§ Your objective
Transcribe the listing verbatim, please, with images dropped.

── Dataset content

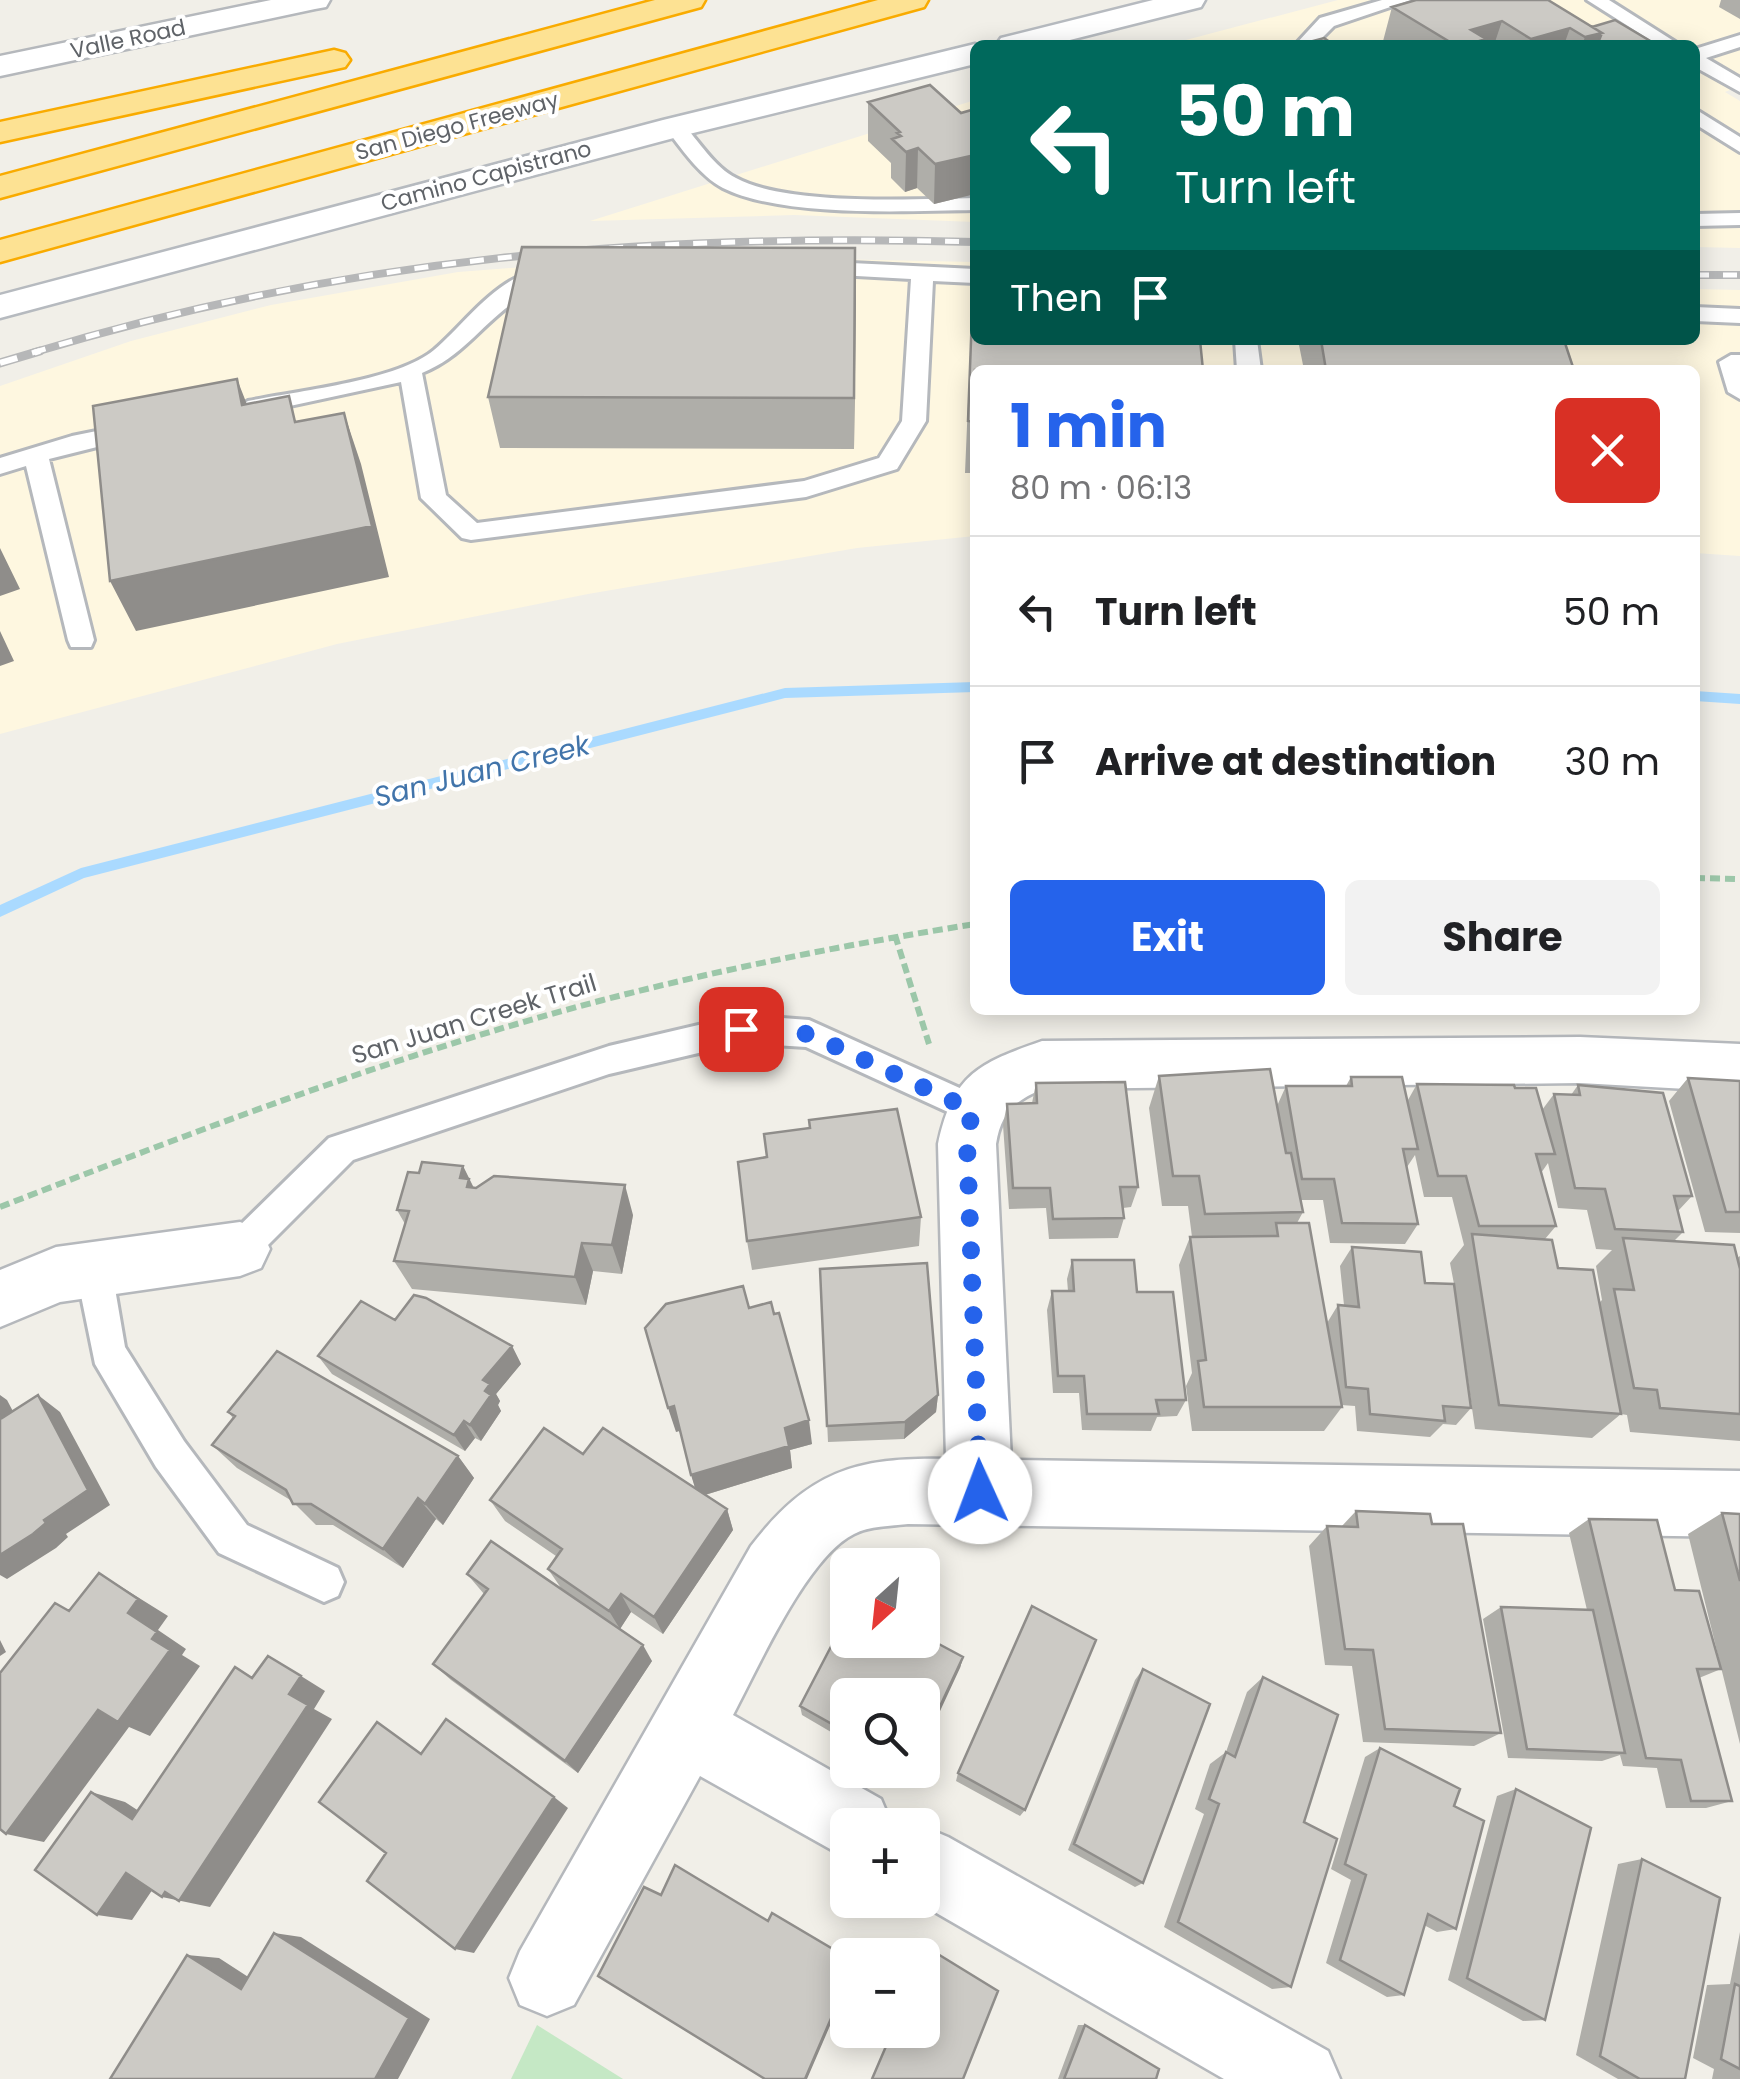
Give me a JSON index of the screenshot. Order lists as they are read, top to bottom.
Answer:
{
  "streets": {
    "highway": ["San Diego Freeway"],
    "street": ["Valle Road", "Camino Capistrano"],
    "path": ["San Juan Creek Trail"]
  },
  "water": ["San Juan Creek"],
  "north": "bottom left",
  "page": {
    "turn": ["50 m", "Turn left"],
    "then": "Then",
    "heading": ["1 min", "80 m · 06:13"],
    "list": [
      {
        "name": "Turn left",
        "value": "50 m"
      },
      {
        "name": "Arrive at destination",
        "value": "30 m"
      }
    ],
    "buttons": ["Exit", "Share"],
    "map_buttons": ["+", "−"]
  }
}
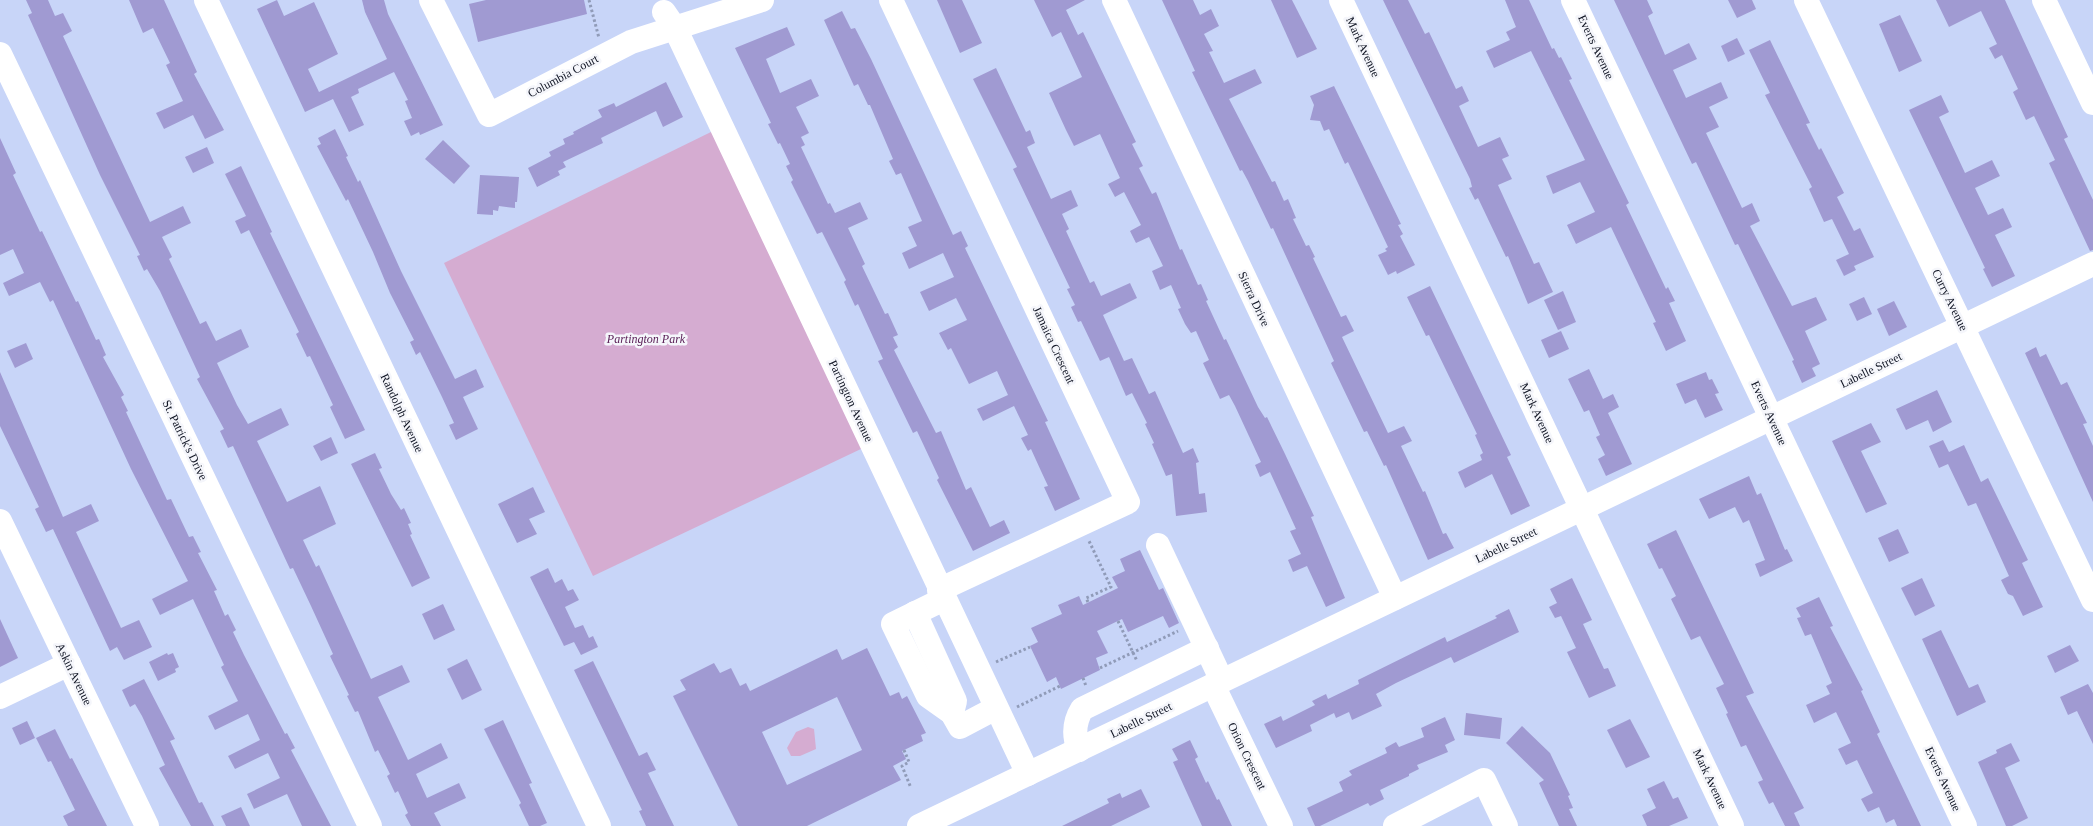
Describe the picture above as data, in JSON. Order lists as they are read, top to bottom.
{
  "streets": {
    "street": [
      "Mark Avenue",
      "Everts Avenue",
      "Columbia Court",
      "Sierra Drive",
      "Curry Avenue",
      "Jamaica Crescent",
      "Labelle Street",
      "Partington Avenue",
      "Randolph Avenue",
      "St. Patrick's Drive",
      "Askin Avenue",
      "Orion Crescent"
    ]
  },
  "crossings": [
    ["Mark Avenue", "Labelle Street"],
    ["Everts Avenue", "Labelle Street"],
    ["Columbia Court", "Partington Avenue"],
    ["Sierra Drive", "Labelle Street"],
    ["Curry Avenue", "Labelle Street"],
    ["Jamaica Crescent", "Partington Avenue"],
    ["Labelle Street", "Partington Avenue"],
    ["Labelle Street", "Orion Crescent"]
  ],
  "parks": ["Partington Park"]
}
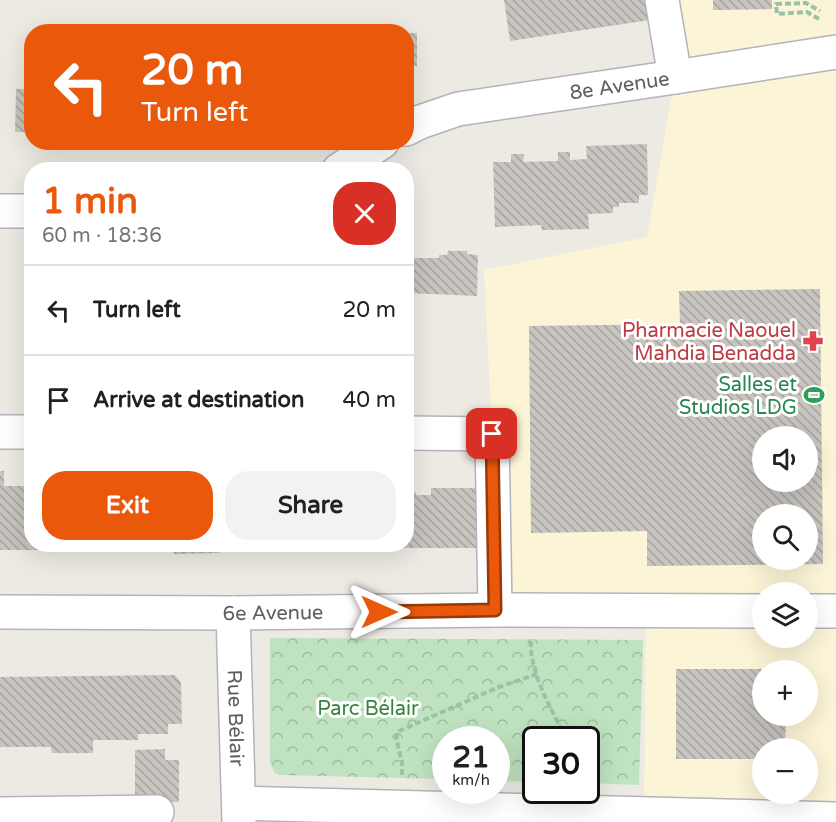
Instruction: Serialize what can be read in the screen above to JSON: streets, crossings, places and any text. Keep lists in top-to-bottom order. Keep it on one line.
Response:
{"streets":{"street":["8e Avenue","6e Avenue","Rue Bélair"]},"crossings":[["6e Avenue","Rue Bélair"]],"parks":["Parc Bélair"],"places":{"pharmacy":["Pharmacie Naouel Mahdia Benadda"],"sports":["Salles et Studios LDG"]},"page":{"turn":["20 m","Turn left"],"heading":["1 min","60 m · 18:36"],"list":[{"name":"Turn left","value":"20 m"},{"name":"Arrive at destination","value":"40 m"}],"map_buttons":["+","−"],"buttons":["Exit","Share"],"speed":"21 km/h","limit":"30"}}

────

§ Written answer
Give me a JSON index of the screenshot. Order lists as they are read, top to bottom.
Answer:
{
  "streets": {
    "highway": ["San Diego Freeway"],
    "street": ["Valle Road", "Camino Capistrano"],
    "path": ["San Juan Creek Trail"]
  },
  "water": ["San Juan Creek"],
  "north": "bottom left",
  "page": {
    "turn": ["50 m", "Turn left"],
    "then": "Then",
    "heading": ["1 min", "80 m · 06:13"],
    "list": [
      {
        "name": "Turn left",
        "value": "50 m"
      },
      {
        "name": "Arrive at destination",
        "value": "30 m"
      }
    ],
    "buttons": ["Exit", "Share"],
    "map_buttons": ["+", "−"]
  }
}
Describe the picture above as data, in JSON. Order lists as they are read, top to bottom.
{
  "streets": {
    "street": [
      "Mark Avenue",
      "Everts Avenue",
      "Columbia Court",
      "Sierra Drive",
      "Curry Avenue",
      "Jamaica Crescent",
      "Labelle Street",
      "Partington Avenue",
      "Randolph Avenue",
      "St. Patrick's Drive",
      "Askin Avenue",
      "Orion Crescent"
    ]
  },
  "crossings": [
    ["Mark Avenue", "Labelle Street"],
    ["Everts Avenue", "Labelle Street"],
    ["Columbia Court", "Partington Avenue"],
    ["Sierra Drive", "Labelle Street"],
    ["Curry Avenue", "Labelle Street"],
    ["Jamaica Crescent", "Partington Avenue"],
    ["Labelle Street", "Partington Avenue"],
    ["Labelle Street", "Orion Crescent"]
  ],
  "parks": ["Partington Park"]
}
Instruction: Serialize what can be read in the screen above to JSON: streets, crossings, places and any text. Keep lists in top-to-bottom order. Keep it on one line.
Response:
{"streets":{"street":["8e Avenue","6e Avenue","Rue Bélair"]},"crossings":[["6e Avenue","Rue Bélair"]],"parks":["Parc Bélair"],"places":{"pharmacy":["Pharmacie Naouel Mahdia Benadda"],"sports":["Salles et Studios LDG"]},"page":{"turn":["20 m","Turn left"],"heading":["1 min","60 m · 18:36"],"list":[{"name":"Turn left","value":"20 m"},{"name":"Arrive at destination","value":"40 m"}],"map_buttons":["+","−"],"buttons":["Exit","Share"],"speed":"21 km/h","limit":"30"}}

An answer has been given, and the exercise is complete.